Extrapolation by Association: Length Generalization Transfer in Transformers
Ziyang Cai, Nayoung Lee, Avi Schwarzschild, Samet Oymak, Dimitris Papailiopoulos
TL;DR
The paper investigates how transformers can extrapolate to longer inputs by transferring length generalization from related auxiliary tasks to main tasks. It shows that jointly training on longer, related tasks enables shorter tasks to generalize beyond their training lengths across arithmetic, string, and maze domains, with analogous effects observed in pretrained models. Mechanistic evidence points to shared attention circuits as a correlate of transfer, and RoPE encoding enhances this transfer relative to NoPE. These findings suggest that compositional reuse of inductive structure, fostered by multitask training and pretraining, underlies robust length generalization in transformers and related models.
Abstract
Transformer language models have demonstrated impressive generalization capabilities in natural language domains, yet we lack a fine-grained understanding of how such generalization arises. In this paper, we investigate length generalization--the ability to extrapolate from shorter to longer inputs--through the lens of \textit{task association}. We find that length generalization can be \textit{transferred} across related tasks. That is, training a model with a longer and related auxiliary task can lead it to generalize to unseen and longer inputs from some other target task.

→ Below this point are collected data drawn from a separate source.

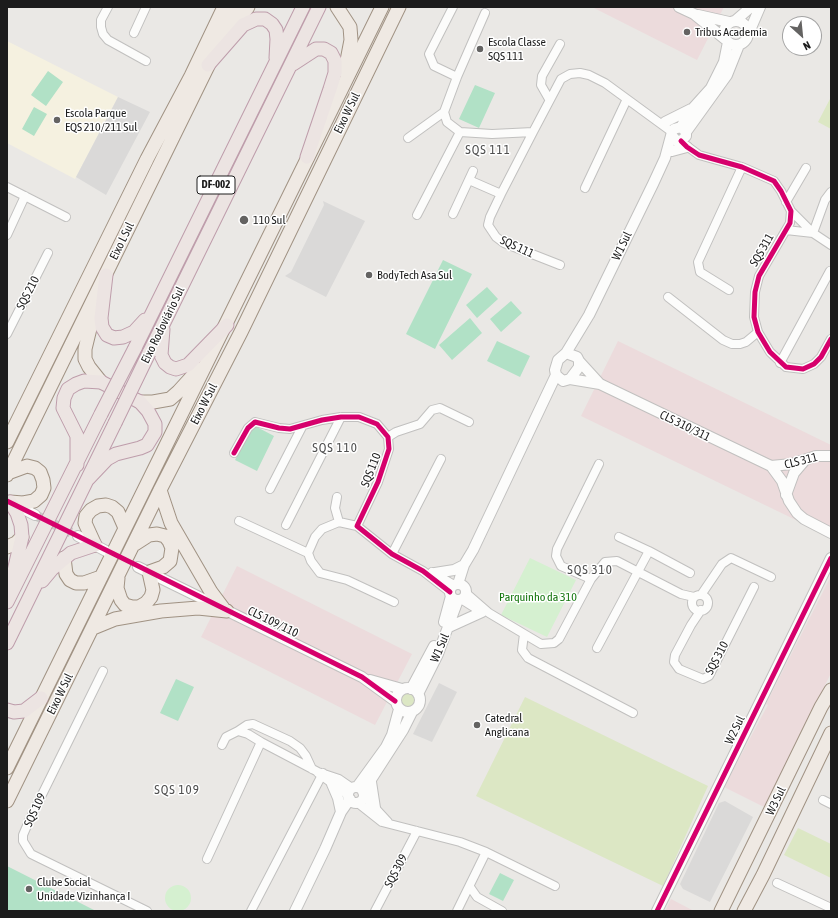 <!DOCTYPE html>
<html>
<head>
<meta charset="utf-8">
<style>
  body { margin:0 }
  #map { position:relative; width:838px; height:918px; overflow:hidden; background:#eae8e5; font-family:"Asap Condensed",sans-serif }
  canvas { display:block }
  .frame { position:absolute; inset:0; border:8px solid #1c1c1c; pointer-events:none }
  .north { position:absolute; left:782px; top:16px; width:40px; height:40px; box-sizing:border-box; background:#fff; border:1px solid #a4a4a4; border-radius:50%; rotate:153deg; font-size:11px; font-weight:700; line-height:16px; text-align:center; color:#1c1c1c }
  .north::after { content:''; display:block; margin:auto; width:14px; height:18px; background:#646362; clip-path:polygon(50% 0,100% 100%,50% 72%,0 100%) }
</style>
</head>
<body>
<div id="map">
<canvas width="838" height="918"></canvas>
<div class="frame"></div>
<div class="north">N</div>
</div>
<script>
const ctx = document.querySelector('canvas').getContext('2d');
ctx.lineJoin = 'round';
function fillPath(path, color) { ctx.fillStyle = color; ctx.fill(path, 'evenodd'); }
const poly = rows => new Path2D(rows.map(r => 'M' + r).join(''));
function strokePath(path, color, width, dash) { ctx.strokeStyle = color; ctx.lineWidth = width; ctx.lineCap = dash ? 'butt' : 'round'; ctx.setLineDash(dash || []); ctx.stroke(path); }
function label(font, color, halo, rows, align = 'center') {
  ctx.font = font + ' "Asap Condensed",sans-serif'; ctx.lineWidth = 3; ctx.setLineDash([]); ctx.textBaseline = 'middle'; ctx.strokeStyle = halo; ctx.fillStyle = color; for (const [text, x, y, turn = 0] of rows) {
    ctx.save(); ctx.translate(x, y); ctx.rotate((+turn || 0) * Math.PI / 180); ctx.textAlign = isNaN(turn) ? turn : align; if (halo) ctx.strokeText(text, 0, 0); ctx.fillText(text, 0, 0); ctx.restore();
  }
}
fillPath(poly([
  [592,7,724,7,697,60],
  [618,341,831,445,831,537,581,416],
  [237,566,412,654,375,725,201,637],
  [831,576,831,673,765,807,762,806,724,787,763,714,768,705,766,704],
  [671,899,694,911,665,911]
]), '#ecdbdc');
fillPath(poly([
  [7,41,118,97,75,179,7,143]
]), '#f5f1e0');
fillPath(poly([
  [831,97,831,129,818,122],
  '398 700a10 10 0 1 1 20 0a10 10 0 1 1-20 0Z',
  [525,697,708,786,663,886,476,796],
  [798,828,831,844,831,878,784,855]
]), '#dce7c4');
fillPath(poly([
  [530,558,576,580,547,637,501,615],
  '165 898a13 13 0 1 1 26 0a13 13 0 1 1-26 0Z'
]), '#d5f0d0');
fillPath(poly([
  [48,71,63,82,46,106,31,95],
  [475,85,495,93,479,128,459,119],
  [34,107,47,114,34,136,22,129],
  [443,260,472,274,435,349,406,334],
  [487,287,498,299,477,318,466,305],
  [511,301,522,313,501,332,490,319],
  [470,318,482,333,452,360,439,345],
  [497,341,530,356,520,377,487,361],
  [253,425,274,436,257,471,235,460],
  [176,679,194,687,178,721,160,713],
  [7,866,96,911,7,911],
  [500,873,514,880,503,901,489,894]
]), '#b1e1c6');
fillPath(poly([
  [118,97,150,112,106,195,76,177],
  [323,201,365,221,326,297,285,276,291,272,324,205],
  [439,683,457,692,432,742,413,734],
  [725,801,753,817,710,902,683,889,680,884,719,803]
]), '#dad9d8');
strokePath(poly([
  [35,515,78,536]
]), '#cbc9c7', 10, [10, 5]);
const minor = poly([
  [108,7,101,20,101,27,103,34,108,40,146,61],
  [453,7,429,54,434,66,457,77,485,13],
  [134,33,146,7],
  [549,99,541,85,542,76,560,44],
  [444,112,447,122,460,132,492,134,533,132,561,79,570,74,580,73,589,75,605,83,672,132],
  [533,132,501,194,490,217,488,225,496,237,504,243,560,265],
  [408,138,444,112,457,77],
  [684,144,699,155,742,167,774,181,781,191,791,211,790,223,759,276,755,292,754,317,758,332,770,352,786,367,803,369,814,364,821,357,831,339],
  [469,180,501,194],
  [7,187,66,217],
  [585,188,627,99],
  [786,202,806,168],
  [791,211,813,233,831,245],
  [453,214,473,171],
  [417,215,460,132],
  [786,230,813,233],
  [813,233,825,200,831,192],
  [7,235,25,196],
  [729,290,700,272,698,262,742,167],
  [668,297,723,340,732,344,740,344,746,342,758,332],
  [7,334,48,253],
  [780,363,830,271],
  [388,437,396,432,420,424,432,410,440,408,469,422],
  [234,453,248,428,255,422,279,428,290,429,322,420,341,417,359,417,377,424,388,437,389,449,378,482,357,526,392,554,423,571,450,592],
  [270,489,302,427],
  [337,497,335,508,339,522],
  [239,521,308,553],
  [286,525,341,417],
  [357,526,339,522,322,529,315,537,308,553,311,561,320,573,347,580,394,602],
  [619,537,649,551],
  [392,554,441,459],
  [432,572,454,585],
  [591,579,605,562,617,561,681,594,694,597],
  [466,593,489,613,541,644,554,643,559,639,591,579,561,566,556,556,557,549,599,464],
  [701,595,722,564,731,558,771,577],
  '692 603a8 8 0 1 1 16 0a8 8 0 1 1-16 0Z',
  [461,599,480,611],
  [701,610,691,625,675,655,674,662,679,669,703,679,709,676,754,587],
  [524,634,522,650,528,658,633,713],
  [597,648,649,551,690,573],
  [103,671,29,821,23,835,23,841,31,854,147,911],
  [238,731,247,725,253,724,290,741,300,748,306,756,312,769],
  [222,745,226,737,238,731,248,734,261,742],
  [318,773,348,795],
  [364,796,388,822],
  [823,800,831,804],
  [358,803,382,822,460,842,486,852,555,886],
  [207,859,261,742,318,772,339,779,352,788],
  [777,883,831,908],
  [470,887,477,897,502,911],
  [251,911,323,773],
  [375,911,417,831],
  [457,911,486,852]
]);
const tertiary = poly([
  [679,7,694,14,725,39],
  [698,15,729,22],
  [736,20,751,7],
  '724 33a12 12 0 1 1 24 0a12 12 0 1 1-24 0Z',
  [748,35,760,7],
  [665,122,691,109],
  [681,127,693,108,711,88,724,62,728,42],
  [686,132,727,75,739,45],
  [672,151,687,147],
  [566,353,589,315,653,184,665,158,672,132,674,129,681,127,686,132,686,136,681,141,677,141,672,136],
  [566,353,577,357,579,361,579,367,570,379,563,381,556,375,555,370,558,360,566,353],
  [579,361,600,384],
  [570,379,600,384,771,466,782,481,789,501,797,513,804,519,831,533],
  [771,466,792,464,816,456,831,456],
  [786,495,794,473,805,460],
  [12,503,35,515],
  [78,536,106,551],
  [138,567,362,677,395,701],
  [435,573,454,570,464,565],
  [458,584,464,565,473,550,556,375],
  '450 592a8 8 0 1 1 16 0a8 8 0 1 1-16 0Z',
  [444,622,451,596],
  [449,627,482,612],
  [370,680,402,689],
  '396 700a12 12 0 1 1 24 0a12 12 0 1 1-24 0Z',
  [411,689,434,646],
  [418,694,438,654,458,600],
  [371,782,375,808],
  [332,784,338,798,341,812],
  [357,787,386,747,392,735,399,709],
  '348 795a8 8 0 1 1 16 0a8 8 0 1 1-16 0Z',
  [363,792,403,730,412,712],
  [295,911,325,849,341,812,350,799],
  [657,911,831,558]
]);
const primary = poly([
  [337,7,350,27,351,40,345,71],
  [234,24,248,7],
  [95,308,85,349,85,359,89,367,101,382],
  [140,402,153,402,170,399,178,392,199,369],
  [7,442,147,159,191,76,224,7],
  [8,473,27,466,35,468,40,472,43,480,44,488,41,495,34,501,23,503,10,502],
  [7,475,237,7],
  [160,490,171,523,211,592,223,608],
  [95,545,85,523,86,516,91,510,98,506,106,505,112,507,118,512,125,528],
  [7,547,16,543,22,537],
  [64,558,66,574,70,580,76,583,84,583,101,577],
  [118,578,117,588,121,600,125,605,132,607,139,607,146,603,151,597,153,590,149,572,163,567,170,561,172,548,169,541,165,536,157,534,149,535,135,544],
  [93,628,115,619,161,611,198,608,227,611],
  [7,768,382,7],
  [7,801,160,490,241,332,399,7],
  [721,911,821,707,831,690],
  [744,911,763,875,831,733]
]);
const trunk = poly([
  [293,64,316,49,324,49,331,53,335,61,335,73,330,89,307,157],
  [208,65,243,25,256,19,265,19,272,24,276,30,277,39,276,58],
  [106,275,101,318,102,327,107,335,114,338,123,337,134,332,145,320],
  [163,329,161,355,165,363,170,367,176,369,188,365,227,325],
  [135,348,303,7],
  [149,353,319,7],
  [77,465,77,436,63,408,64,398,68,389,76,384,84,381,101,382,140,402,148,411,155,424,155,432,147,445,140,448,116,454,107,459,88,479],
  [10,502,17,513,21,525,22,537,11,584],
  [42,581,52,569,71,553,95,545],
  [7,602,101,414],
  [7,643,115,423],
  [7,710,14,712,24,711,41,698]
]);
strokePath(minor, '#c1c0bf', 10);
strokePath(tertiary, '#c1c0bf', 12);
strokePath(primary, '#a09283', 15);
strokePath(trunk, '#be9dab', 15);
strokePath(minor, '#fcfcfb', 8);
strokePath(tertiary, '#fcfcfb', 10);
strokePath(primary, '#efe9e3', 13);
strokePath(trunk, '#ece4e2', 13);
const trunkBridge = poly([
  [101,414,135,348],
  [115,423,149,353]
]);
strokePath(trunkBridge, '#be9dab', 15, []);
strokePath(trunkBridge, '#ece4e2', 13);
strokePath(poly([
  [681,141,687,147,699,155,742,167,774,181,781,191,791,211,790,223,759,276,755,292,754,317,758,332,770,352,786,367,803,369,814,364,821,357,831,339],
  [234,453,248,428,255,422,279,428,290,429,322,420,341,417,359,417,377,424,388,437,389,449,378,482,357,526,392,554,423,571,450,592],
  [7,501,362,677,395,701],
  [657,911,831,558]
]), '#d6006c', 5);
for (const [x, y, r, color] of [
  [687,32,4,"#646362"],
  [480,49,4,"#646362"],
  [57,120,4,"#646362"],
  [244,220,5,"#646362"],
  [369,275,4,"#646362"],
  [477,725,4,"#646362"],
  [29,889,4,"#646362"]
]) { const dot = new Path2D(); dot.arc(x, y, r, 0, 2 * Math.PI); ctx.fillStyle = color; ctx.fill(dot); strokePath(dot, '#fff', 1.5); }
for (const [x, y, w] of [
  [216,185,38]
]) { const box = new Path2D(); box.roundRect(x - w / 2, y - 9, w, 18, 3); ctx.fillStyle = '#fff'; ctx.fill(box); strokePath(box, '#1c1c1c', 1); }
label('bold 11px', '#1c1c1c', null, [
  ["DF-002",216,185]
]);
label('12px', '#1c1c1c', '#fff', [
  ["Tribus Academia",695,32],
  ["Escola Classe",488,42],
  ["SQS 111",488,56],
  ["Escola Parque",65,113],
  ["EQS 210/211 Sul",65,127],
  ["110 Sul",253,220],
  ["BodyTech Asa Sul",377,275],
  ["Catedral",485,718],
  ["Anglicana",485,732],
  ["Clube Social",37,882],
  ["Unidade Vizinhança I",37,896]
], 'left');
label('12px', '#1c1c1c', '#fff', [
  ["Eixo W Sul",347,113,-64],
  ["Eixo L Sul",122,241,-64],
  ["W1 Sul",622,246,-64],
  ["SQS 111",517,247,25],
  ["SQS 311",762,250,-60],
  ["SQS 210",28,293,-63],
  ["Eixo Rodoviário Sul",163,325,-64],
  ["Eixo W Sul",204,404,-63],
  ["CLS 310/311",685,426,26],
  ["CLS 311",801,461,-14],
  ["SQS 110",371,470,-69],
  ["CLS 109/110",273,622,26],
  ["W1 Sul",440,648,-67],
  ["SQS 310",717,658,-62],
  ["Eixo W Sul",60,694,-64],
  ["W2 Sul",735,730,-64],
  ["W3 Sul",776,801,-64],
  ["SQS 109",35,810,-65],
  ["SQS 309",396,871,-63]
]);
label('12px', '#15760f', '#fff', [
  ["Parquinho da 310",538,597]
]);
ctx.letterSpacing = '1px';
label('13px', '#4f4f4f', '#fff', [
  ["SQS 111",488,150],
  ["SQS 110",335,448],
  ["SQS 310",590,570],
  ["SQS 109",177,790]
]);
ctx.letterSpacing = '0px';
</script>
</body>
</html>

We demonstrate this length generalization transfer across diverse algorithmic tasks, including arithmetic operations, string transformations, and maze navigation. Our results show that transformer models can inherit generalization capabilities from similar tasks when trained jointly. Moreover, we observe similar transfer effects in pretrained language models, suggesting that pretraining equips models with reusable computational scaffolding that facilitates extrapolation in downstream settings. Finally, we provide initial mechanistic evidence that length generalization transfer correlates with the re-use of the same attention heads between the tasks. Together, our findings deepen our understanding of how transformers generalize to out-of-distribution inputs and highlight the compositional reuse of inductive structure across tasks.